As an eBayer from years ago, I have had that secret locked down...now you had to expose it...thanks.LOL

Joke aside...thanks for this info. I had done it for so long that I forgot to share it.


----------



## Chango (Apr 7, 2006)

GoinFerSmoke said:


> Well they used to but now thanks to Stogie they are on back order for the next 10 years... tell them why Stog...!?!?!?!


Ha! Yeah, we thought he over did it, and then certain members went out and had manufacturers send him a ton of cigars to share with the rest us...something tells me he will put all those boxes to work!


----------



## GoinFerSmoke (Jan 1, 2007)

You can also get the First Class tape free too...helps secure the sides and end with the stick tape on it... haven't heard of a box I sent coming open during shipping...


----------



## tekeeladude-cl (Mar 13, 2007)

GoinFerSmoke said:


> You can also get the First Class tape free too...helps secure the sides and end with the stick tape on it... haven't heard of a box I sent coming open during shipping...


I didn't know about the tape. I'll have to add some of that to my box backorder.


----------



## Kaybee (Apr 29, 2007)

mrgatorman said:


> As an eBayer from years ago, I have had that secret locked down...now you had to expose it...thanks.LOL
> 
> Joke aside...thanks for this info. I had done it for so long that I forgot to share it.


no turning the boxes around anymore for blank boxes. They fixed it so you can't...bad PO bad PO


----------



## DirkT-cl (Mar 12, 2007)

For the record:

It took about 1 week from when I placed my order to get an email from the USPS that my order was shipped and about another week for the order to arrive in my mailbox (2 week turn around).


----------



## LouZava (May 25, 2007)

Very cool! I ordered some boxes, and trying to figure out the online shipping label thingy. Beware I feel like blowing #$%^ up!!


----------



## BigBuddha76 (Mar 15, 2005)

GoinFerSmoke said:


> You can also get the First Class tape free too...helps secure the sides and end with the stick tape on it... haven't heard of a box I sent coming open during shipping...


whats the item number for the tape?


----------



## tobacmon (May 17, 2007)

I ordered and recieved several---


----------



## bmagin320 (Nov 4, 2006)

i went thru the sign up process twice, only to get a systems error upon trying to confirm - any help?


----------



## Webmeister (Jun 12, 2007)

Free bomb casings - sweet!

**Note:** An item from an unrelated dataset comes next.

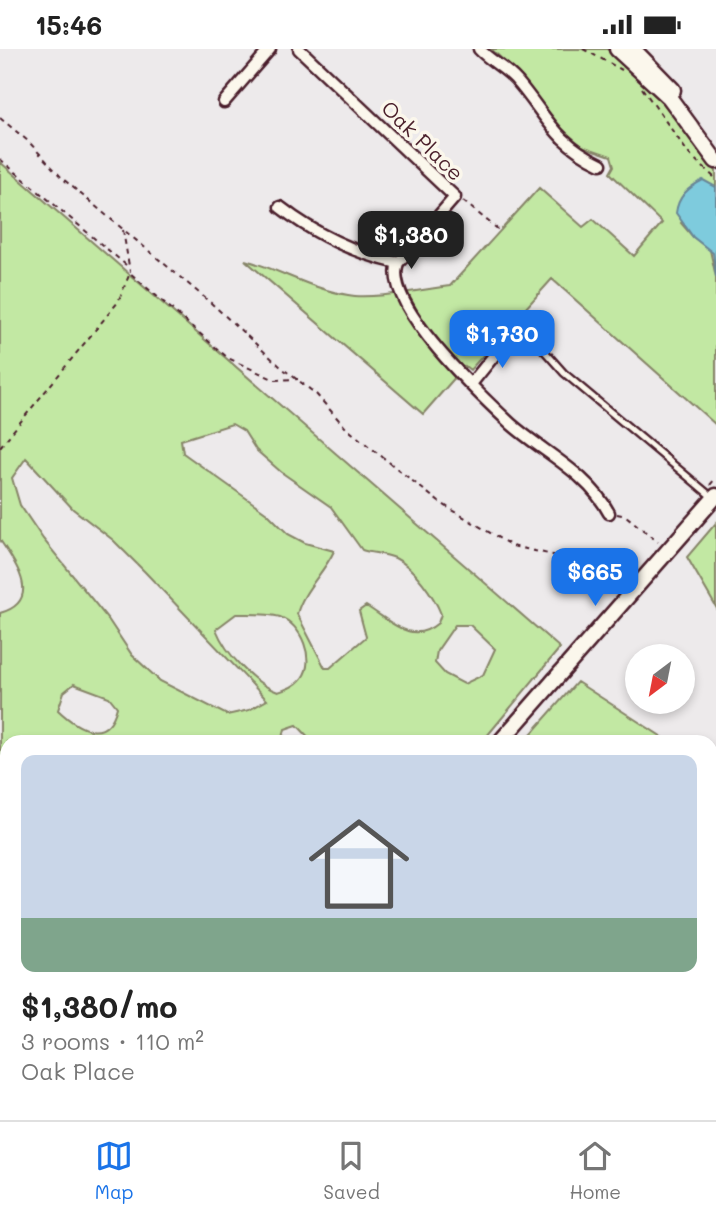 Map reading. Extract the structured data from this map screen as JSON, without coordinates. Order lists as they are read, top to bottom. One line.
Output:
{"streets":{"street":["Oak Place"]},"north":"bottom left","page":{"status":"15:46","price":["$1,380","$1,730","$665"],"list":[{"name":"$1,380/mo","note":"3 rooms · 110 m² · Oak Place"}],"tabs":["Map","Saved","Home"]}} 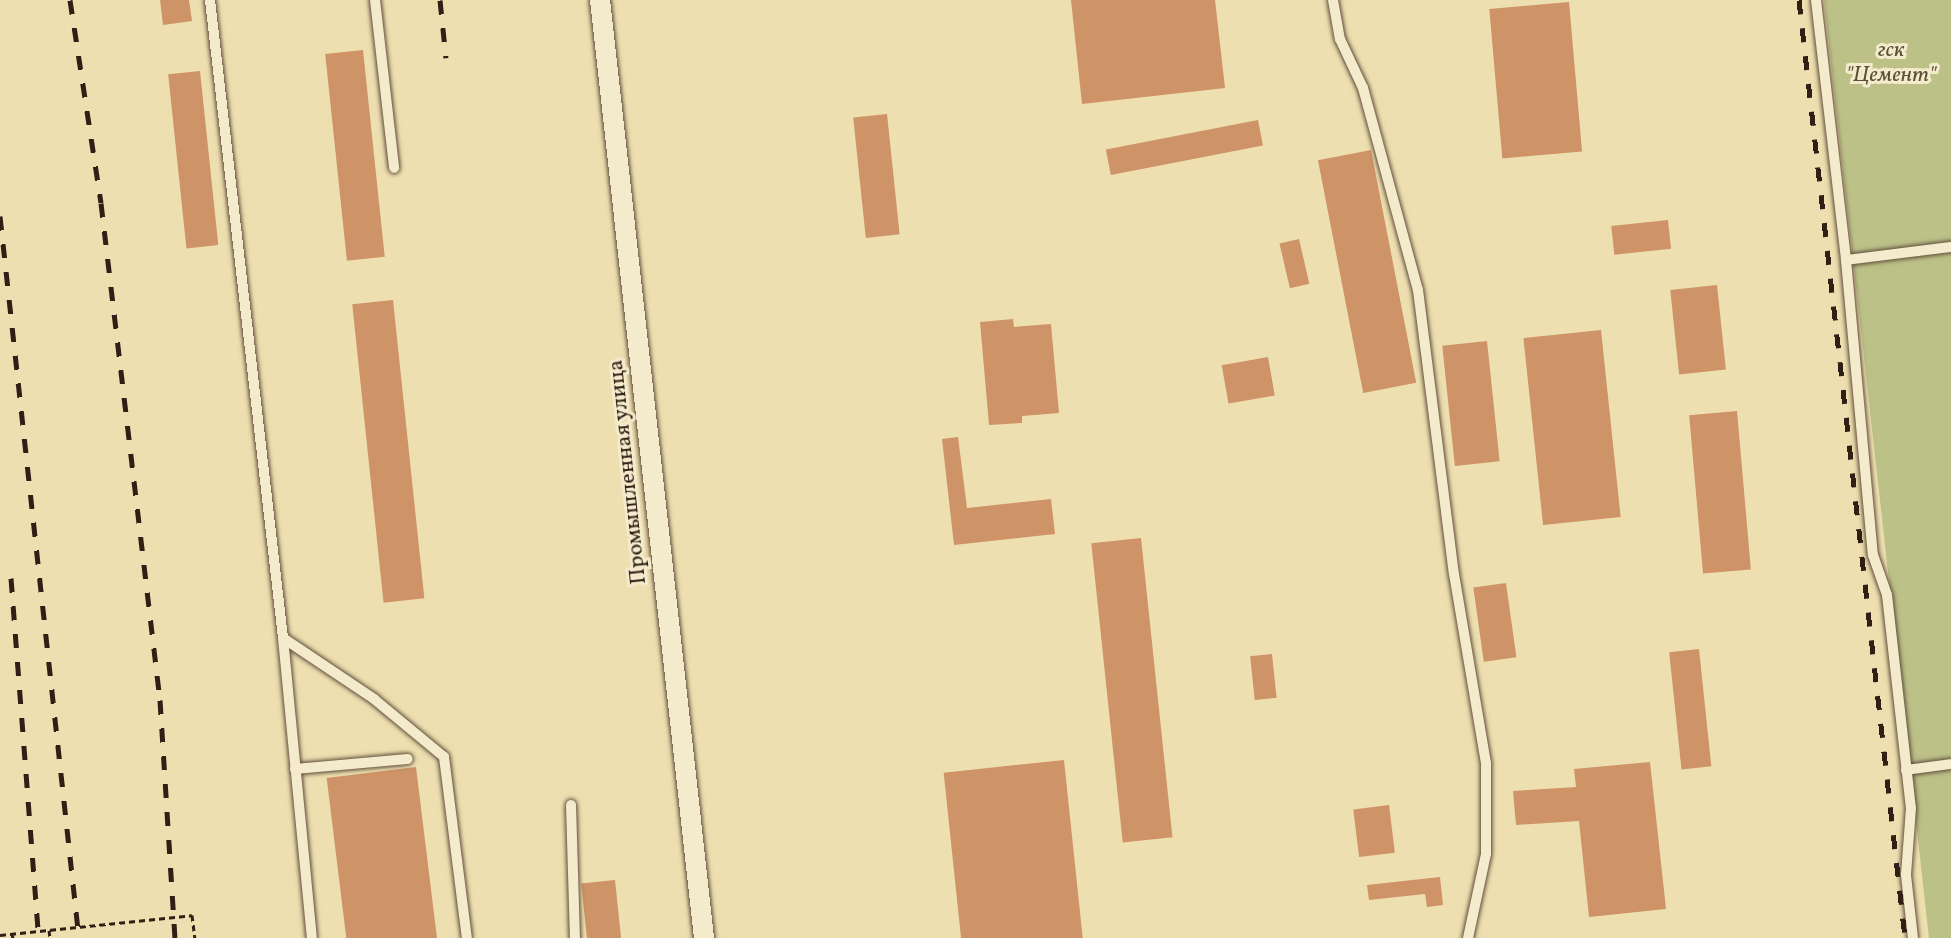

Thanks for the tip!


----------



## GoinFerSmoke (Jan 1, 2007)

Well... free... at first... you pay $8+ to ship each package... if you go to Staples and buy the same size boxes and ship them Priority mail you can send them for $5+ ... so they are getting their money back...


----------



## Webmeister (Jun 12, 2007)

So the casings are free, but it costs more to deliver the ordinance. Got it! 

Taking into account the cost of petrol these days and the extra trip into the big city to Staples, it's still a deal.


----------



## discdog-cl (Mar 23, 2007)

bmagin320 said:


> i went thru the sign up process twice, only to get a systems error upon trying to confirm - any help?


I get these all the time while trying to check out. Pain in the arse. UPS is alot easier for me.


----------



## dHUTCH (May 1, 2007)

i got 50 shoe box size! big bombs to come!!!!!


----------



## Ceedee (Jun 2, 2006)

dHUTCH said:


> i got 50 shoe box size! big bombs to come!!!!!


Ruh, roh, Rooby.


----------



## Webmeister (Jun 12, 2007)

OMG! Sounds like a Moab or twelve are about to go off. We're talking scorched-earth here baby!


----------